Bengaluru, Oct 5: With a 63.48% rise in cybercrimes, Karnataka has earned the ignominy of recording the highest number of such cases overtaking Uttar Pradesh last year.
Altogether, police across the country registered 44,456 cases of cybercrime last year with Karnataka clocking 12,020 cases followed by Uttar Pradesh (11,416) and Maharashtra (3,604).
Compare it with 2018 when 27,248 cybercrime cases were registered: Karnataka was placed second with 5,839 as against the topper Uttar Pradesh (6,280) while Maharashtra, which came third, registered 3,511 cases. If one takes the 2016 statistics, Karnataka has registered a nearly 11-fold rise from 1,101.
According to the Crime in India 2019 report by National Crime Records Bureau (NCRB), the rate of cases pending investigations in Karnataka is pegged at 93.1%, the charge-sheeting rate is just 8.1% while cases pending trial is 95.6%. It also tops the list of cybercrimes against women.
When it comes to convicting the perpetrators, Karnataka again falters, as the state could send just ten people in nine cases – 25.7% of 35 cases in which trial ended – to the jail while 31 in 26 cases managed to get acquittal. However, it was a better show last year compared to 2018 when its conviction rate was a mere 2.3%. In 2017, not a single case ended in conviction in the state.

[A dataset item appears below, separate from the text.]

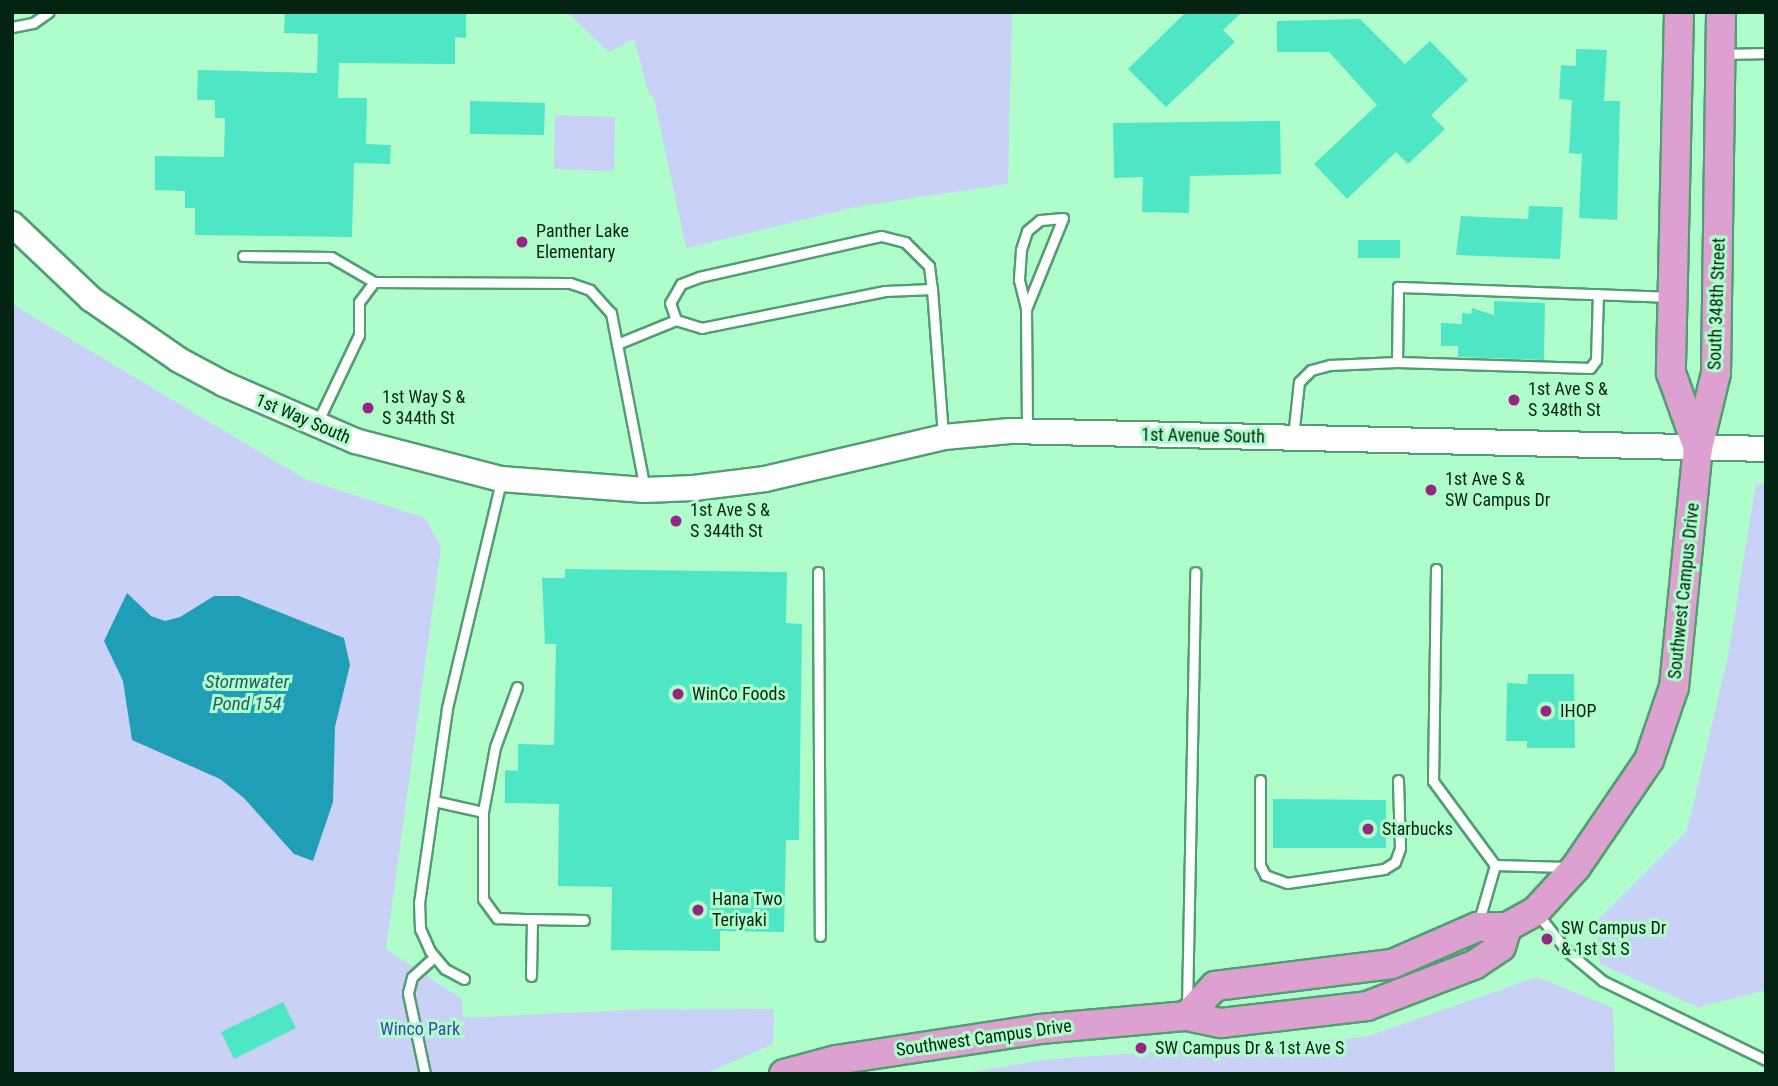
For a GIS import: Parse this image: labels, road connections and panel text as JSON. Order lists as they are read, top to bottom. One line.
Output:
{"streets":{"main road":["South 348th Street","1st Way South","1st Avenue South","Southwest Campus Drive"]},"crossings":[["South 348th Street","1st Avenue South"],["South 348th Street","Southwest Campus Drive"],["1st Way South","1st Avenue South"],["1st Avenue South","Southwest Campus Drive"]],"water":["Stormwater Pond 154"],"parks":["Winco Park"],"places":["Panther Lake Elementary","1st Ave S & S 348th St","1st Way S & S 344th St","1st Ave S & SW Campus Dr","1st Ave S & S 344th St","WinCo Foods","IHOP","Starbucks","Hana Two Teriyaki","SW Campus Dr & 1st St S","SW Campus Dr & 1st Ave S"]}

Investigators and cybercrime experts attribute the low conviction rate to sloppy investigations by inadequately trained police personnel and flaws in collecting cyber forensics. Many times, they say, lack of credible evidence as well as the lack of expertise of investigators and judicial officers lead to acquittals.
Karnataka could not finish investigations in 18,638 out of the over 20,000 cases it handled last year. When it comes to court trials, only 817 cases went to trial in Karnataka of which only 35 were completed, leaving 781 cases pending at various stages of the trial.